CDU im Wahlkampf: »Armin, wir schaffen das«

Armin Laschet schaltet sich kurz vor Schluss in den Wahlkampf in Sachsen-Anhalt ein – und zumindest einer älteren Dame gefällt das.

»Sie ist extra hiergeblieben und hat Ihre Massage verschoben, damit wir die Autogramme kriegen.«

»Vielleicht schaffe ich es ja noch.«

»Vielleicht schaffen sie es ja noch. Ich weiß, dass der Armin ja pünktlich ist.«

»Müsste auch mal ne Massage wieder. So Armin, jetzt eine schöne Unterschrift.«

Es wird vorerst der letzte Kontakt mit den Wählern bleiben. Laschet tourt an diesem Nachmittag mit Sachsen-Anhalts Ministerpräsident Reiner Haseloff durch Dessau. Erster Stopp: das Bauhaus-Museum. Der Besuch des Kanzlerkandidaten kurz vor der Landtagswahl ist pikant, denn Haseloff hatte als erster CDU-Ministerpräsident keinen Hehl daraus gemacht, dass er Söder bei der Kandidatenkür bevorzugen würde.

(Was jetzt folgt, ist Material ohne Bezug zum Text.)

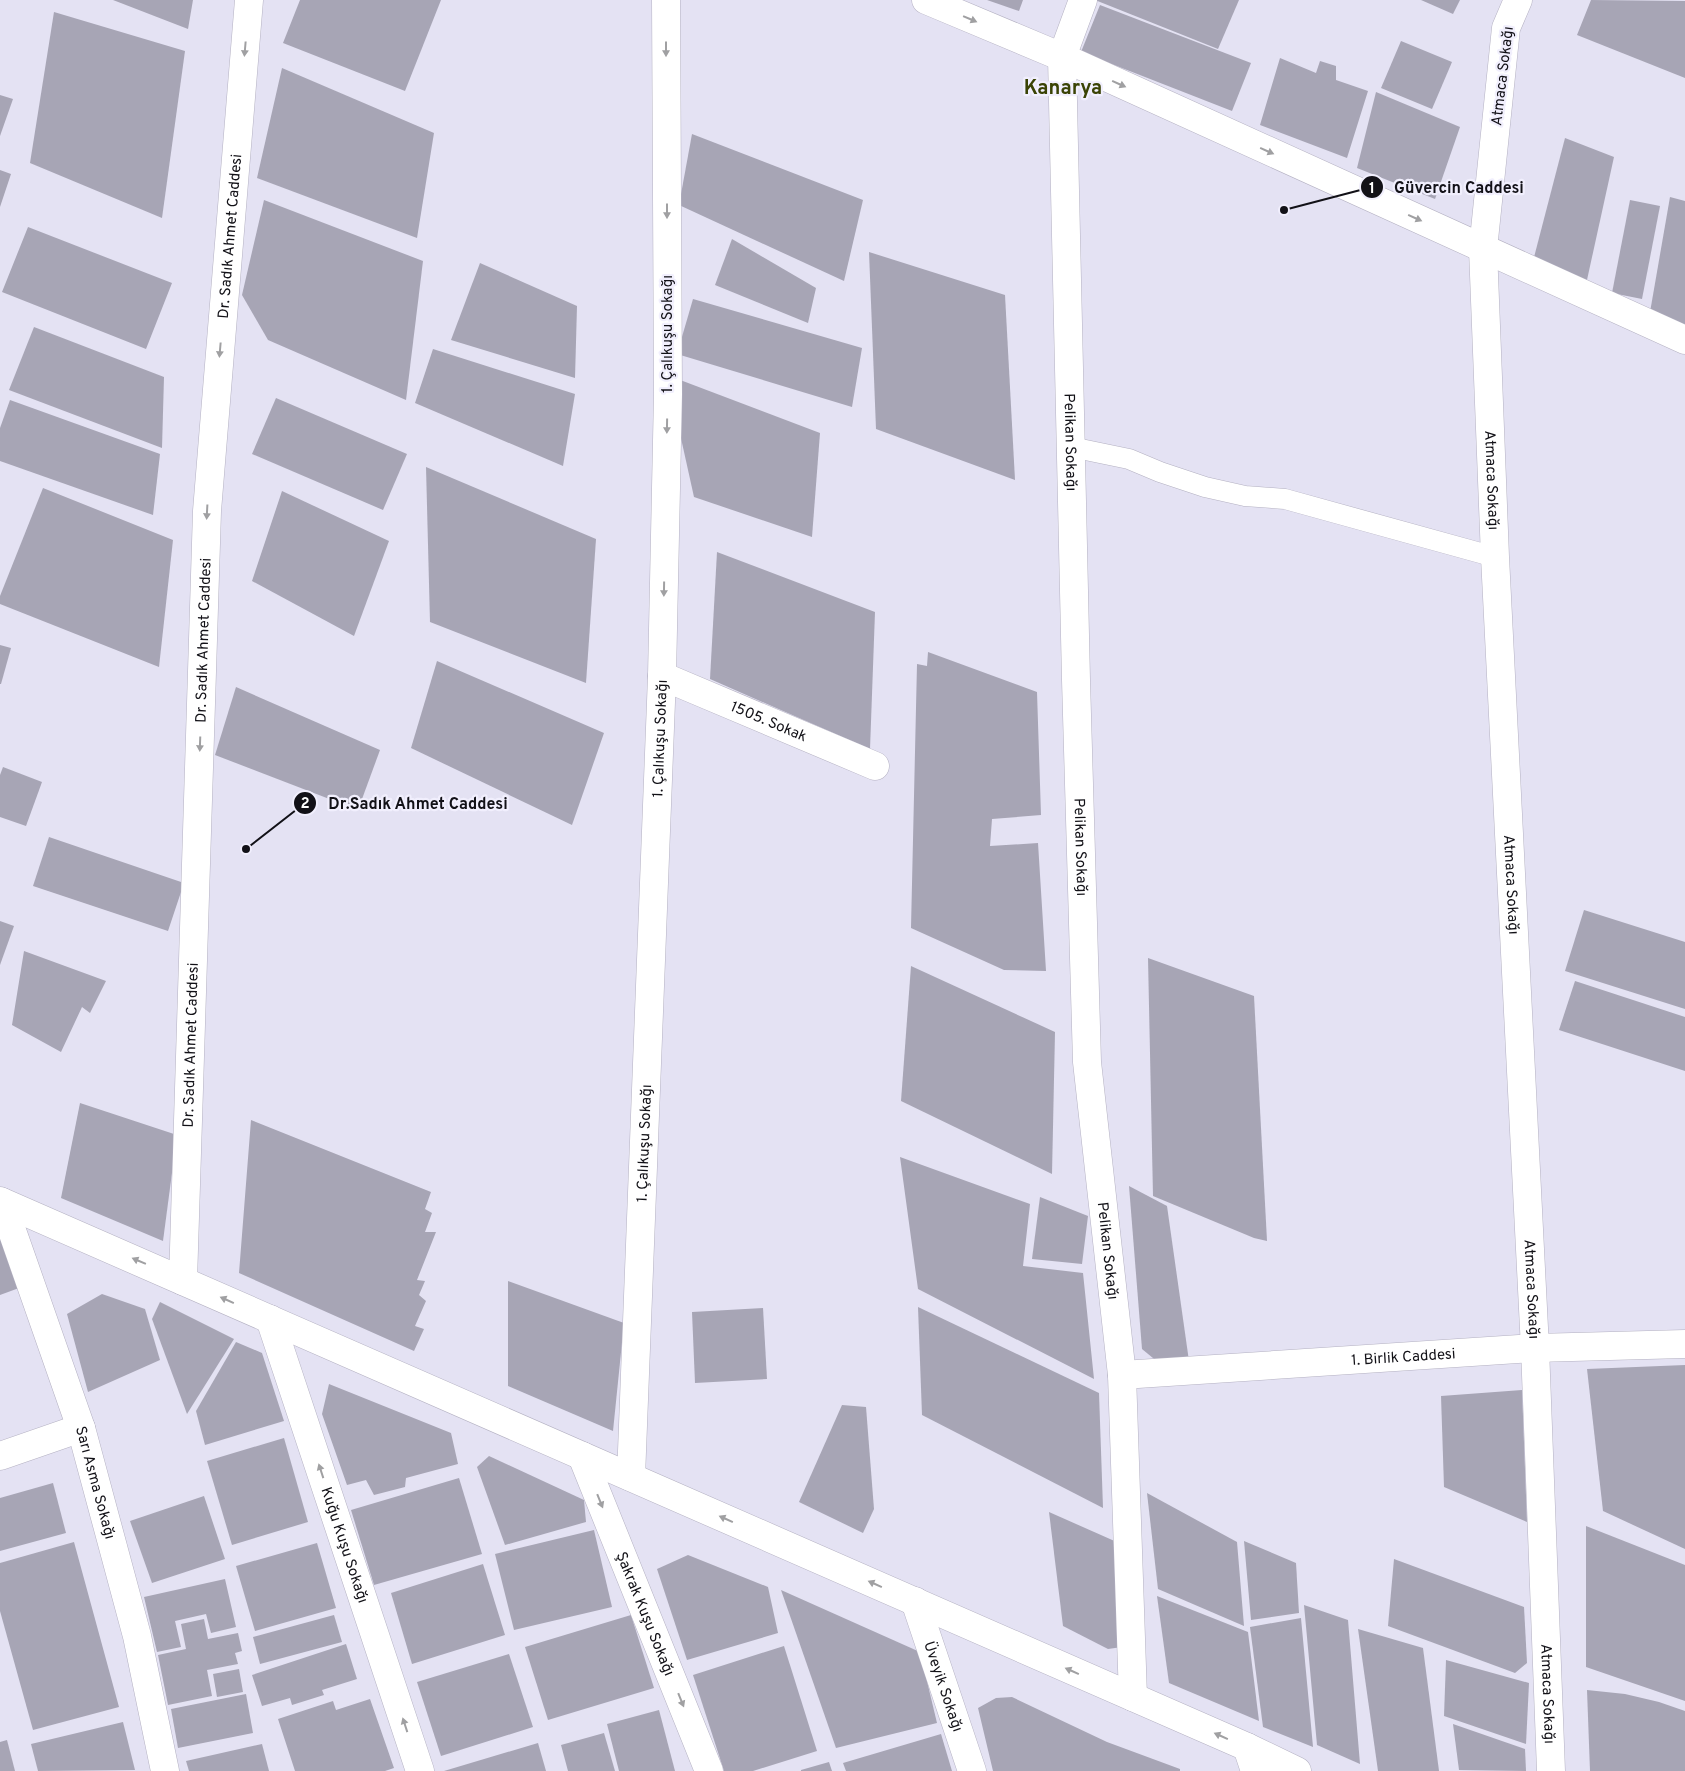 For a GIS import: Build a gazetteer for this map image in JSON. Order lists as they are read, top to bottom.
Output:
{
  "streets": {
    "street": [
      "Atmaca Sokağı",
      "Dr. Sadık Ahmet Caddesi",
      "1. Çalıkuşu Sokağı",
      "Pelikan Sokağı",
      "1505. Sokak",
      "1. Birlik Caddesi",
      "Sarı Asma Sokağı",
      "Kuğu Kuşu Sokağı",
      "Şakrak Kuşu Sokağı",
      "Üveyik Sokağı"
    ]
  },
  "crossings": [
    ["Atmaca Sokağı", "1. Birlik Caddesi"],
    ["1. Çalıkuşu Sokağı", "1505. Sokak"],
    ["Pelikan Sokağı", "1. Birlik Caddesi"]
  ],
  "one_way": [
    "Dr. Sadık Ahmet Caddesi",
    "1. Çalıkuşu Sokağı",
    "Kuğu Kuşu Sokağı",
    "Şakrak Kuşu Sokağı"
  ],
  "districts": ["Kanarya"],
  "places": ["Güvercin Caddesi", "Dr.Sadık Ahmet Caddesi"]
} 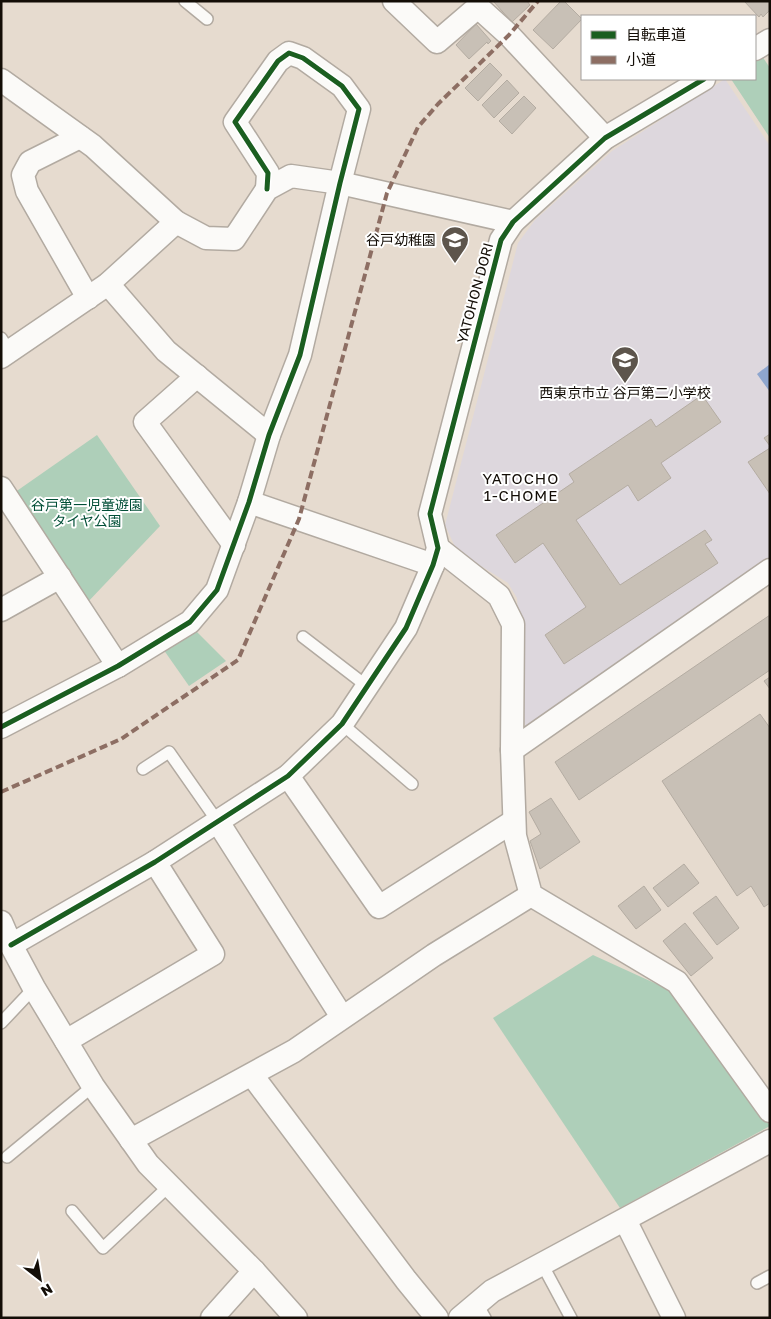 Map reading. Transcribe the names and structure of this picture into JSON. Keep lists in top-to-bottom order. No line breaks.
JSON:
{"streets":{"street":["YATOHON DORI"]},"districts":["YATOCHO 1-CHOME"],"parks":["谷戸第一児童遊園 タイヤ公園"],"places":{"school or university":["谷戸幼稚園","西東京市立 谷戸第二小学校"]},"legend":["自転車道","小道"],"north":"bottom right"}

Armin Laschet, CDU-Kanzlerkandidat
»Ich glaube, er hat irgendwann mal Angela Merkel unterstützt und ganz irgendwann auch mal Helmut Kohl. Also irgendwen hat jeder Landesverband mal unterstützt. Jetzt geht es darum Wird Angela… Wird Annalena Baerbock oder Armin Laschet Bundeskanzler? Und Sie können sicher sein, dass der ganze Landesverband Sachsen-Anhalt mit viel Engagement dafür ist, dass Armin Laschet Bundeskanzler wird? Ist so. Fragen Sie mal rum. Da ist keiner für Baerbock.«

Reporter
»Es gab diesen berühmten Tweet, der gesagt hat, das ist eine Katastrophe, wie das gelaufen ist mit Ihnen.«

Armin Laschet, CDU-Kanzlerkandidat
»Die Frage war doch, ob Annalena Baerbock von der CDU Sachsen-Anhalt als Kanzlerin gewünscht ist. Und ich kriege Briefe aus den Wahlkreisen, die sagen: Du bist der richtige Mann.«

Die Differenzen bei der Kandidatenkür sollen der Vergangenheit angehören. Schließlich ist die Wahl in Sachsen-Anhalt am 6. Juni der letzte echte Stimmungstest vor der Bundestagswahl. Auch beim zweiten Termin in einem Krankenhaus: demonstrative Geschlossenheit.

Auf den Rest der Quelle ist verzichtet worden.